ABOUT THIS TASK
Your answer must be every line of the data below that holds the string "tools", copied exactly.

Collected data entries:
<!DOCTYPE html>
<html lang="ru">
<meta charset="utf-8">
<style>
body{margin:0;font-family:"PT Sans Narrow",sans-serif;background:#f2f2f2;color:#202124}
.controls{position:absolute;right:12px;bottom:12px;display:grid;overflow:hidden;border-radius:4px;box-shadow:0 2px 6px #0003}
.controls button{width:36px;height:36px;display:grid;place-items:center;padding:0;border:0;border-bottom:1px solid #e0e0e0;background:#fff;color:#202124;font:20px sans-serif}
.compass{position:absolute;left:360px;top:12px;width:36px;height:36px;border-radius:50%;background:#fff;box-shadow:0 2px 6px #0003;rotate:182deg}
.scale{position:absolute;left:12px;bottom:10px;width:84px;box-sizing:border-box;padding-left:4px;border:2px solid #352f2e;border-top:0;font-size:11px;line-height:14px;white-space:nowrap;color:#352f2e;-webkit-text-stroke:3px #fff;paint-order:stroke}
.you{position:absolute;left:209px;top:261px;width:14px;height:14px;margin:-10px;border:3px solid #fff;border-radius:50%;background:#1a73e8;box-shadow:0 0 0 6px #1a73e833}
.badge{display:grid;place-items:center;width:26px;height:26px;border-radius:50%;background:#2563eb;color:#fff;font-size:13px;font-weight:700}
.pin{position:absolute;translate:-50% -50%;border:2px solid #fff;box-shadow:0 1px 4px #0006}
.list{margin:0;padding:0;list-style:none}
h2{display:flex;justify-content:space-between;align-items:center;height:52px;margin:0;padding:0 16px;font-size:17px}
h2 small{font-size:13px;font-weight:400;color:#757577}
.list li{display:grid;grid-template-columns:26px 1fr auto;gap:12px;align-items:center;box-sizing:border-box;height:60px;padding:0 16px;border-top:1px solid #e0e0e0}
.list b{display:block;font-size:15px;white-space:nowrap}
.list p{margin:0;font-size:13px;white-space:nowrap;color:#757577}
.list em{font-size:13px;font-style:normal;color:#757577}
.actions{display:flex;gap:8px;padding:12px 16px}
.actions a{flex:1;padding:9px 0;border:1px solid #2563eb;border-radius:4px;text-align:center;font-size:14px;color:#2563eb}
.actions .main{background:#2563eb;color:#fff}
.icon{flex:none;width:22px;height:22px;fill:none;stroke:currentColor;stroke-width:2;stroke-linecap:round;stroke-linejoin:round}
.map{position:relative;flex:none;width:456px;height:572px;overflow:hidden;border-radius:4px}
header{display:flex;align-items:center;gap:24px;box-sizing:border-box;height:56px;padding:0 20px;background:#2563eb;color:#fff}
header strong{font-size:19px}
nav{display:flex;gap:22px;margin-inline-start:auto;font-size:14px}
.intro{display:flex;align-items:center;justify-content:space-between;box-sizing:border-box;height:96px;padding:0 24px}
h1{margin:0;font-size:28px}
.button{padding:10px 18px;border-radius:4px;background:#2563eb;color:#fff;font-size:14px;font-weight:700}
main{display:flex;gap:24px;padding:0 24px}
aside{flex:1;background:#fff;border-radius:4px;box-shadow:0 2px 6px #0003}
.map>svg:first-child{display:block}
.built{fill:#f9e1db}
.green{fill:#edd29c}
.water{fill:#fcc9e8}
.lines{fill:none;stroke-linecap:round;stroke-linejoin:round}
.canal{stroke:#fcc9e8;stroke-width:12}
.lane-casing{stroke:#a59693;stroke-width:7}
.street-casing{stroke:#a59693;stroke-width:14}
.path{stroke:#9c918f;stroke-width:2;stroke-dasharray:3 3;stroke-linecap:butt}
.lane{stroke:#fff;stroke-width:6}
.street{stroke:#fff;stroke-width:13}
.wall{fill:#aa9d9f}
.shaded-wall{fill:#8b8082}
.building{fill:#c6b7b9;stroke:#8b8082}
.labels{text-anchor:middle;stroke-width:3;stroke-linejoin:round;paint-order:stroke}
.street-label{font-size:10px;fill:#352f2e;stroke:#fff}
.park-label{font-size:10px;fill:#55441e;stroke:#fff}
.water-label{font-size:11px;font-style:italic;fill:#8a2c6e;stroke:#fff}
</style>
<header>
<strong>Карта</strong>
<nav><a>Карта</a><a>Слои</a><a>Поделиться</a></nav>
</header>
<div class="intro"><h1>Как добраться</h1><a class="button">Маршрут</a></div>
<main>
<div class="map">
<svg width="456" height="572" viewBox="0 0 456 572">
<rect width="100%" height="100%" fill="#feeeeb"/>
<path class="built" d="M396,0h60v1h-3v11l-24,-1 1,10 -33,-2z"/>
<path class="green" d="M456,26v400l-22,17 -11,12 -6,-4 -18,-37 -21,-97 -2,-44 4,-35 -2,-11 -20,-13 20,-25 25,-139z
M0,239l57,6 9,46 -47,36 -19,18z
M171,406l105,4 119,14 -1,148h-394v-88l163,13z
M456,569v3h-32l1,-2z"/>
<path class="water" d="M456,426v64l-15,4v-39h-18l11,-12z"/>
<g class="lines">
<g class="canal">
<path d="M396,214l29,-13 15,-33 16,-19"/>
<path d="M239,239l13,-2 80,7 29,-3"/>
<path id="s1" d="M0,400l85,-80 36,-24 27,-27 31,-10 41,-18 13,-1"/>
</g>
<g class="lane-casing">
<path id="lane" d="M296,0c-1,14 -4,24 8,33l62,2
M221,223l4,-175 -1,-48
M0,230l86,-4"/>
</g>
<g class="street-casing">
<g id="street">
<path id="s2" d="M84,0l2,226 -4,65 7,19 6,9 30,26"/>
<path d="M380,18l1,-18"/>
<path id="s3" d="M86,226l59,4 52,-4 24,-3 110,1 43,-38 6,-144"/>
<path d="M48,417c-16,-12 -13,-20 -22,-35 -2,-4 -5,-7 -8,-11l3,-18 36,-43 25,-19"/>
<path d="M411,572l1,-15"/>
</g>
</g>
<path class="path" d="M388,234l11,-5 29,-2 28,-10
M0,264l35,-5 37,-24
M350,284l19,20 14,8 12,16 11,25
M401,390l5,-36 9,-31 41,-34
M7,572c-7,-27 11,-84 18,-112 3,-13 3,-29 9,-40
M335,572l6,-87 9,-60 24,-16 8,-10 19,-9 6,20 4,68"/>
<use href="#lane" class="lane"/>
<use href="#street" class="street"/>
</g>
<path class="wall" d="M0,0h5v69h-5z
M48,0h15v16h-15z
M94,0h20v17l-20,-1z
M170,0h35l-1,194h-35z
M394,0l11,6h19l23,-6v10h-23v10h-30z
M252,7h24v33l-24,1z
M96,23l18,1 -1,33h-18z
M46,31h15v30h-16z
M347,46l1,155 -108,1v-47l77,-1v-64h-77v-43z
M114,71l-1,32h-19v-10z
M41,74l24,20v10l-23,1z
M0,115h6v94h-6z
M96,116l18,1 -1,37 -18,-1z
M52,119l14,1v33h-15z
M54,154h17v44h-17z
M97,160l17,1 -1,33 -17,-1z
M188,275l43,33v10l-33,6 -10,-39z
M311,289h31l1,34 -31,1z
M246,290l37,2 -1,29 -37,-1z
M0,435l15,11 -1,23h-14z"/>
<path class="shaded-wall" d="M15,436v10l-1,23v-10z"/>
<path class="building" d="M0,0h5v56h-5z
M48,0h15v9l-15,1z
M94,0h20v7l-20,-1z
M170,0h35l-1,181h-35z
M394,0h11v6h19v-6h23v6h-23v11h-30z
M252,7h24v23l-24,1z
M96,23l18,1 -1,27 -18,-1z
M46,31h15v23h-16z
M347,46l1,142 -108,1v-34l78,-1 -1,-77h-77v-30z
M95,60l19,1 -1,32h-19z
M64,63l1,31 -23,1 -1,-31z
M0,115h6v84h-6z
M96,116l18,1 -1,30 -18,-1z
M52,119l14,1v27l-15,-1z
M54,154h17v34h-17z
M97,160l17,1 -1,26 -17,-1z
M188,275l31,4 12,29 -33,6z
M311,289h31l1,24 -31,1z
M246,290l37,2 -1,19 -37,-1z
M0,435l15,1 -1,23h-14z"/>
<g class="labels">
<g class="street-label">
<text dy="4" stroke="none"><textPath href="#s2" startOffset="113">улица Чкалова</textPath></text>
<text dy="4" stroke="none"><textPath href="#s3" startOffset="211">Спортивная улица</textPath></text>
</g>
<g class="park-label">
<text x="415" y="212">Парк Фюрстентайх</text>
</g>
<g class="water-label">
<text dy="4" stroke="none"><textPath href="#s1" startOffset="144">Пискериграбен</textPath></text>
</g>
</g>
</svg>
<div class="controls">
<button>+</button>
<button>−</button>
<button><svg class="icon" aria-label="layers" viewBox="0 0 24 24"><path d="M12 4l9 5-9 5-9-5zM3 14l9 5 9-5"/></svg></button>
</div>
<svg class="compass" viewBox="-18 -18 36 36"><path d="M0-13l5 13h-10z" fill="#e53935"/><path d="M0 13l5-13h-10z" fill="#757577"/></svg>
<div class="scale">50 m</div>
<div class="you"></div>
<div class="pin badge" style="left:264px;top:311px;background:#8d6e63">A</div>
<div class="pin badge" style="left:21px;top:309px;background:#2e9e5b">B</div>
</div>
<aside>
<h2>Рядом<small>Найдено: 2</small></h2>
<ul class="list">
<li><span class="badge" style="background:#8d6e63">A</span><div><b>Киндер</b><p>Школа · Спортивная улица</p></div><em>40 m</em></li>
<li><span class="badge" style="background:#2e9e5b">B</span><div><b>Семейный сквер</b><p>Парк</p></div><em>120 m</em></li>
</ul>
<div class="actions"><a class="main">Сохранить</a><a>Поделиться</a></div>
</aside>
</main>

...

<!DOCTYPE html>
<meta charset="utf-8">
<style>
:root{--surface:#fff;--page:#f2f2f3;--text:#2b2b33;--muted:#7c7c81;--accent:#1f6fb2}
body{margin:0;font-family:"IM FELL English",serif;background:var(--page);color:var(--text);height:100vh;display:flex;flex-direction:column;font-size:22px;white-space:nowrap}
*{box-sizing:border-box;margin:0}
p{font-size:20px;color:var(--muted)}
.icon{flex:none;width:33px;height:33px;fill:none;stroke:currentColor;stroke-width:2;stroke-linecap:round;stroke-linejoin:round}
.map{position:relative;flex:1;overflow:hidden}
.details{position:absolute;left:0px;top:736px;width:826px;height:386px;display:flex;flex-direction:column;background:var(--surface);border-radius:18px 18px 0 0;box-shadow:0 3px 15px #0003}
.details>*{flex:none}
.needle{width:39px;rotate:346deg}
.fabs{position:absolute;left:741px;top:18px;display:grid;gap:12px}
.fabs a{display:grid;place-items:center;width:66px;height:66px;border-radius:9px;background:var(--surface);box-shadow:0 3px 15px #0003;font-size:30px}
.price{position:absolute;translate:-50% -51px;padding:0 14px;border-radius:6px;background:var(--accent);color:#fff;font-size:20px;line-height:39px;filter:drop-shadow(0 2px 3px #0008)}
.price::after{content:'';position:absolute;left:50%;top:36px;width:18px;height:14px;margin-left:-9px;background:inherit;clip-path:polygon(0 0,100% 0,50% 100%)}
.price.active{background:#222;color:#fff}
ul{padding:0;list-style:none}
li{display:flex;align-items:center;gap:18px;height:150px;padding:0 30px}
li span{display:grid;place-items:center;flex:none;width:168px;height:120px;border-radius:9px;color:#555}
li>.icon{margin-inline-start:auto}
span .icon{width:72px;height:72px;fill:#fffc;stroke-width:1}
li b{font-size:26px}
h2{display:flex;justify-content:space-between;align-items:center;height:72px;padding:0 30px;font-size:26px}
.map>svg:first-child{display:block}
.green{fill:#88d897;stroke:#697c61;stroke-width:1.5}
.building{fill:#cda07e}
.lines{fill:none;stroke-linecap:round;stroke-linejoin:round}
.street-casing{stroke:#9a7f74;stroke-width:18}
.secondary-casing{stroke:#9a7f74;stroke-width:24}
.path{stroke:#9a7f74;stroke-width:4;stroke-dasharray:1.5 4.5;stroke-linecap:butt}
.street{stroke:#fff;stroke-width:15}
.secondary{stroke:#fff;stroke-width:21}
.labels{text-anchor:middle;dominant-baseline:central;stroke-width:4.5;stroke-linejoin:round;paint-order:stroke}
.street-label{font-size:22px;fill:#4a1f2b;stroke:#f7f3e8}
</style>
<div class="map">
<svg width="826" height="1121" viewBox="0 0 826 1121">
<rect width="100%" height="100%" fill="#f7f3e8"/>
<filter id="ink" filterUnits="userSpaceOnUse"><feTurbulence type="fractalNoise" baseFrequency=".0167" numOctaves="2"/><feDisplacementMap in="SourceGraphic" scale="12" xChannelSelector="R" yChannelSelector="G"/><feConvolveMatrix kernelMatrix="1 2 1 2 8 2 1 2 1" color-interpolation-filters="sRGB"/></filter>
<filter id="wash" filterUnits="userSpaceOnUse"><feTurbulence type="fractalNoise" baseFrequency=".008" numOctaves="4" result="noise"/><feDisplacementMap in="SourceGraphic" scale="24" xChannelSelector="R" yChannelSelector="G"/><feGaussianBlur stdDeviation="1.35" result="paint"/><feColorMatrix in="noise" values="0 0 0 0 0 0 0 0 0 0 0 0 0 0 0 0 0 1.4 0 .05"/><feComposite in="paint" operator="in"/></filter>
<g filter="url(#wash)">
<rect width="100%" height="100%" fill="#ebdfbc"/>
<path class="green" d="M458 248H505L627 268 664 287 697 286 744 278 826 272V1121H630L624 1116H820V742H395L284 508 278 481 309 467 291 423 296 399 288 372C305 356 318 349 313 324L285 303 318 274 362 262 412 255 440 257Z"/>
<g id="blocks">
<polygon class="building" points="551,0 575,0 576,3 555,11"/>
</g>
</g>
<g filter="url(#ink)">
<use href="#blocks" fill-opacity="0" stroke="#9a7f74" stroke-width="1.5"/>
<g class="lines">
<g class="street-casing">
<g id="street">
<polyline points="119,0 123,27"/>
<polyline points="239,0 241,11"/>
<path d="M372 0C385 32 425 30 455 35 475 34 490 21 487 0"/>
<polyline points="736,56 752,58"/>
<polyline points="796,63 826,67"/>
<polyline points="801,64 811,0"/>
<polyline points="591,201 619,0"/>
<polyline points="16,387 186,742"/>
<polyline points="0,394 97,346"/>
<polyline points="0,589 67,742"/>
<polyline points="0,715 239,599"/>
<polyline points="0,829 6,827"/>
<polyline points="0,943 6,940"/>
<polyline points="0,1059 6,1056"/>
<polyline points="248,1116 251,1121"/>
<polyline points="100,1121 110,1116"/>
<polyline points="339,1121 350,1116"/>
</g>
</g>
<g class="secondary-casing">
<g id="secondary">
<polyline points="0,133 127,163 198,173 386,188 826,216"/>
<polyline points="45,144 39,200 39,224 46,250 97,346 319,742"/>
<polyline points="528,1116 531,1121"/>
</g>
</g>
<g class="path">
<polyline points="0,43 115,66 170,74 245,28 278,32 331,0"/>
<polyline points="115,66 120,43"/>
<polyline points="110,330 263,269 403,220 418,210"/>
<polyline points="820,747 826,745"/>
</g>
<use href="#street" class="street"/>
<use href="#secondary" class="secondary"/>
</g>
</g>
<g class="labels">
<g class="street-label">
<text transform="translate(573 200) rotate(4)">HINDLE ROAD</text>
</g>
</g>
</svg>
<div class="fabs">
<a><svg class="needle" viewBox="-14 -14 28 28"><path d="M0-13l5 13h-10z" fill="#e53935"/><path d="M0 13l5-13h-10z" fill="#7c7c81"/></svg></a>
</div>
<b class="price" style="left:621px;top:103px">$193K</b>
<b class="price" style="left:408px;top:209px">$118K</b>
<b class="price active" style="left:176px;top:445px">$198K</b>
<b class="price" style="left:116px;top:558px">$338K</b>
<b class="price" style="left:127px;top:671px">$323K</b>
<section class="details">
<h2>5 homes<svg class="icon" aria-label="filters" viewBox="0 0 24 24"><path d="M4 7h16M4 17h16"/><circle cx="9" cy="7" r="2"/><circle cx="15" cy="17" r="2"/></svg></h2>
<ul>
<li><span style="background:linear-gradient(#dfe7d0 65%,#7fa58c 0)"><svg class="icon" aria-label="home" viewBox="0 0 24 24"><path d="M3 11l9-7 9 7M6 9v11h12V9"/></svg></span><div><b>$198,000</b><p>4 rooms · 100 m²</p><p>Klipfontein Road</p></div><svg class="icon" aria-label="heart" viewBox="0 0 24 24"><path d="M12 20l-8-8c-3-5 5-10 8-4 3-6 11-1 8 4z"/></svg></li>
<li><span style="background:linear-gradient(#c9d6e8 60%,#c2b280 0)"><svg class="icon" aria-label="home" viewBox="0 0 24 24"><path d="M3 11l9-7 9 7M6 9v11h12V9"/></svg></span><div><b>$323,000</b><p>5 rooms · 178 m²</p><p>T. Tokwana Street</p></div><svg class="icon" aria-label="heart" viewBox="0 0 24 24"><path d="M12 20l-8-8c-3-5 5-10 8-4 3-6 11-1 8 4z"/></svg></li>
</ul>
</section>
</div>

...

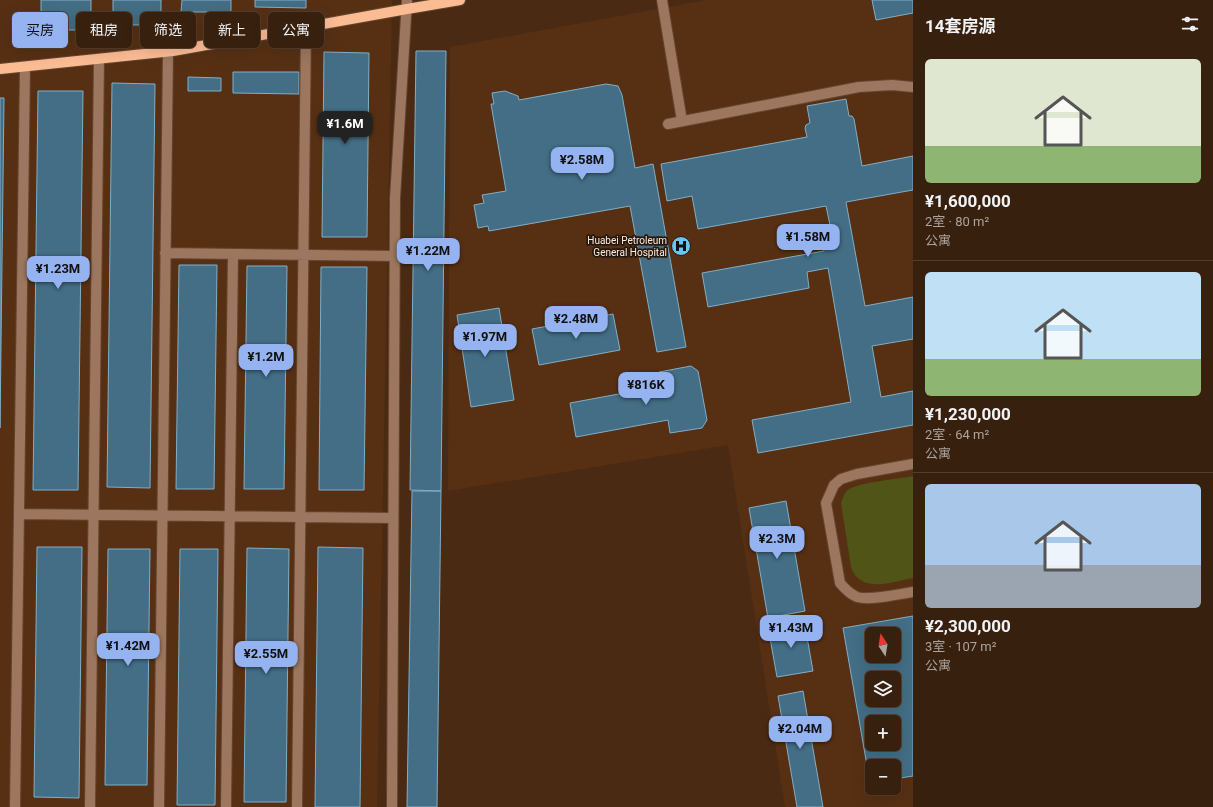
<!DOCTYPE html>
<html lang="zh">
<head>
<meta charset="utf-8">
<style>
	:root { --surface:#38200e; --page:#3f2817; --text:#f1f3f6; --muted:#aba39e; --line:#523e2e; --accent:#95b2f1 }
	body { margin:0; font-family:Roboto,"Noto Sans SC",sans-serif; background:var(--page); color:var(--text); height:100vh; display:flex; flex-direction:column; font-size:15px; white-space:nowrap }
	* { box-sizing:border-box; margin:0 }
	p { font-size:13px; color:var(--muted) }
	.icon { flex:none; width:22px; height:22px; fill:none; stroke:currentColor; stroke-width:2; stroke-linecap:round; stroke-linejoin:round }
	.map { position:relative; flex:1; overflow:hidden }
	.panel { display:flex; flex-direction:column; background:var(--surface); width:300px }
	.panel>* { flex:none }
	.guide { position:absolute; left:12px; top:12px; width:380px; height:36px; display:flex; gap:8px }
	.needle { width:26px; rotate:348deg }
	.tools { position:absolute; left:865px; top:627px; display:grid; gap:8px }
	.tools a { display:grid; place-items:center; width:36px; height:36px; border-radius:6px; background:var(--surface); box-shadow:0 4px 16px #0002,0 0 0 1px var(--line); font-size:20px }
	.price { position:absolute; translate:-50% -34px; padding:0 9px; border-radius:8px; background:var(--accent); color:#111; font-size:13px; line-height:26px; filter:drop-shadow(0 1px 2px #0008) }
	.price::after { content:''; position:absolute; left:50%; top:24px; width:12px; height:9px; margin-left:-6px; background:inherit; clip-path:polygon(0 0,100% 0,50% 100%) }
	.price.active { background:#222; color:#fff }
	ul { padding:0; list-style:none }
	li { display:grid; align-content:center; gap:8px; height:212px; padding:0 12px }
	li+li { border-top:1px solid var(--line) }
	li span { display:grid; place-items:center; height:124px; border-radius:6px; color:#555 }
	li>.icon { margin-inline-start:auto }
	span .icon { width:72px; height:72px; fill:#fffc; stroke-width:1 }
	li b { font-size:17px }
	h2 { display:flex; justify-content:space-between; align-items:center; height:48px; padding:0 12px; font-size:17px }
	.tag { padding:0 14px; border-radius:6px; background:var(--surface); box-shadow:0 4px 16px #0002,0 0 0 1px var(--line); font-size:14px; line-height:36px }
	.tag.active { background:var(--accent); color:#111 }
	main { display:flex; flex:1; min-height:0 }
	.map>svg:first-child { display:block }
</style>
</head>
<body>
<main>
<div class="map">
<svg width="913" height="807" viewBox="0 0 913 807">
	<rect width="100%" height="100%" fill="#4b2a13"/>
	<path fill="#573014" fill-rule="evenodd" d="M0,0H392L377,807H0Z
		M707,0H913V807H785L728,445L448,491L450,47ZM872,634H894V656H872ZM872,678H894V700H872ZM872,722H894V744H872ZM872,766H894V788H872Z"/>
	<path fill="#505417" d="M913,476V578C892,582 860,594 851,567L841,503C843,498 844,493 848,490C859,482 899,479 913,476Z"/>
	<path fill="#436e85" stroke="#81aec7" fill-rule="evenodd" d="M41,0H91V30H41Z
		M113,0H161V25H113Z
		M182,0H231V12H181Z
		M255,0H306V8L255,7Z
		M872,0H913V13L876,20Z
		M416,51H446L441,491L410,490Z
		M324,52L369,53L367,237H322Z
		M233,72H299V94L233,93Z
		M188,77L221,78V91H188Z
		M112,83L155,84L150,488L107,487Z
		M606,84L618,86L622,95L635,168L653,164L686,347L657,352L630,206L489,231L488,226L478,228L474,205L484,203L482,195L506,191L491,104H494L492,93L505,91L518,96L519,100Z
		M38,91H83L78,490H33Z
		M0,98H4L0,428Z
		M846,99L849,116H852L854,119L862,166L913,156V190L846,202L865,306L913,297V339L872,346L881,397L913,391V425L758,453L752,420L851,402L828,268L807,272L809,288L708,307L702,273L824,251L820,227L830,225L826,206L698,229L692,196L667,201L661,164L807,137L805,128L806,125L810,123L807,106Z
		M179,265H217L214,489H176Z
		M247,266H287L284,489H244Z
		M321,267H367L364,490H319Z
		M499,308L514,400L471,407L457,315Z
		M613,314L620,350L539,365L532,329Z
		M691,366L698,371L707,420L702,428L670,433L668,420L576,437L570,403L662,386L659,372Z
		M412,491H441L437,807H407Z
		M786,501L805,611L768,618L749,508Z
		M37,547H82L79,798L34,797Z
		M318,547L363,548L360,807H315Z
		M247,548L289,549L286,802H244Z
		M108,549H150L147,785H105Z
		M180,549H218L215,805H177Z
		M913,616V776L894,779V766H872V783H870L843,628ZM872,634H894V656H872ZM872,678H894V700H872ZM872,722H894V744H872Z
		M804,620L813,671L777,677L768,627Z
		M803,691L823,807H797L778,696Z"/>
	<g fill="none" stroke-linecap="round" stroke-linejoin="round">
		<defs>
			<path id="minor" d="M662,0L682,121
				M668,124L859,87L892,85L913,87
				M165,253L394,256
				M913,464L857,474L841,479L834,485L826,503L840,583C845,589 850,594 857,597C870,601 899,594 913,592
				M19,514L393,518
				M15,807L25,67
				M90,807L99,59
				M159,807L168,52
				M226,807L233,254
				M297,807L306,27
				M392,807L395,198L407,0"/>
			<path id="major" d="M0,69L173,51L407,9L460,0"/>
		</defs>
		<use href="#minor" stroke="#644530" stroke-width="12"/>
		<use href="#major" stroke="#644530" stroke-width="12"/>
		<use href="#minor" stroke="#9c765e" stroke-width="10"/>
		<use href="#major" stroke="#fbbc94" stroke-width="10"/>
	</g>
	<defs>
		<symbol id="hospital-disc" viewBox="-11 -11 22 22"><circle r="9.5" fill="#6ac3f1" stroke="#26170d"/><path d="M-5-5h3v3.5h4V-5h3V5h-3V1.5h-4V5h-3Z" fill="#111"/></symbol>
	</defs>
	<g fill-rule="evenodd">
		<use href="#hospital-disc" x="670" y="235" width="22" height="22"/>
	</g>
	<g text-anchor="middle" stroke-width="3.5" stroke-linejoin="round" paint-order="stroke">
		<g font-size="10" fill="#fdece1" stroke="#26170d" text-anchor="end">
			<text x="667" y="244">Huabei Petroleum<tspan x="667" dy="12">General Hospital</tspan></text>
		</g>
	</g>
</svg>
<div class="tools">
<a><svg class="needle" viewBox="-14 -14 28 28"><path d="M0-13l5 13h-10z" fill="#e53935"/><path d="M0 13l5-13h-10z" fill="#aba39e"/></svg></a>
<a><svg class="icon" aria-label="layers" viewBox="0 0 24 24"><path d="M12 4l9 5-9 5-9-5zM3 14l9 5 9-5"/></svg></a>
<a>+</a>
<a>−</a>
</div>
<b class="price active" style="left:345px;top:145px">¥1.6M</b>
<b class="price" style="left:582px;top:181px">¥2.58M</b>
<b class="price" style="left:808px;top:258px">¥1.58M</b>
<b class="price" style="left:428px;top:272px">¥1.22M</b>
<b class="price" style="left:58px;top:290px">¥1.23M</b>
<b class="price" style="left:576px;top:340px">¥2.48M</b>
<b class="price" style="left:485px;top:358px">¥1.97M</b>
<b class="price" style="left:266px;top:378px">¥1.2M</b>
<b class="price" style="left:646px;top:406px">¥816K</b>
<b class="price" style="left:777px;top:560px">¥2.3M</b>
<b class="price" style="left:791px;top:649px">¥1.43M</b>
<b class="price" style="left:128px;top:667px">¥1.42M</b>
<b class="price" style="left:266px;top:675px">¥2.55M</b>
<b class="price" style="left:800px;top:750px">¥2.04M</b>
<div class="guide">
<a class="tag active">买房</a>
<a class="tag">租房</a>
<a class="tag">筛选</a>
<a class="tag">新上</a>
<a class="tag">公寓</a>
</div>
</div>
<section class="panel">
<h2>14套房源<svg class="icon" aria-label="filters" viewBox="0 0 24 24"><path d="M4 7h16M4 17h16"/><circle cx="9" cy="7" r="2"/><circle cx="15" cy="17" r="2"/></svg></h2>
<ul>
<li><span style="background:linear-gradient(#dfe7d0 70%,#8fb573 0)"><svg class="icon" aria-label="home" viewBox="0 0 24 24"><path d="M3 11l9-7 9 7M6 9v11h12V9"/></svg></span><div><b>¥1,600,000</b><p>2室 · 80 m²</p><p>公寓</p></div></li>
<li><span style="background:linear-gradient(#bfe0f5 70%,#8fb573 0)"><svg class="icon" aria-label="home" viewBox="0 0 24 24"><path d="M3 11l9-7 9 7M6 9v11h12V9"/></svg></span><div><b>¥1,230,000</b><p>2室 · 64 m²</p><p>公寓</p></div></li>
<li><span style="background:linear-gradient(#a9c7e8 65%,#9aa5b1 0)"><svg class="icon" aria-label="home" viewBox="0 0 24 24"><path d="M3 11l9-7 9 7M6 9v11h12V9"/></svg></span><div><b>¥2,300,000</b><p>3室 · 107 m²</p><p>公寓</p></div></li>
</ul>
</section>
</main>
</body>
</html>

FINISHED EXERCISE
	.tools { position:absolute; left:865px; top:627px; display:grid; gap:8px }
	.tools a { display:grid; place-items:center; width:36px; height:36px; border-radius:6px; background:var(--surface); box-shadow:0 4px 16px #0002,0 0 0 1px var(--line); font-size:20px }
<div class="tools">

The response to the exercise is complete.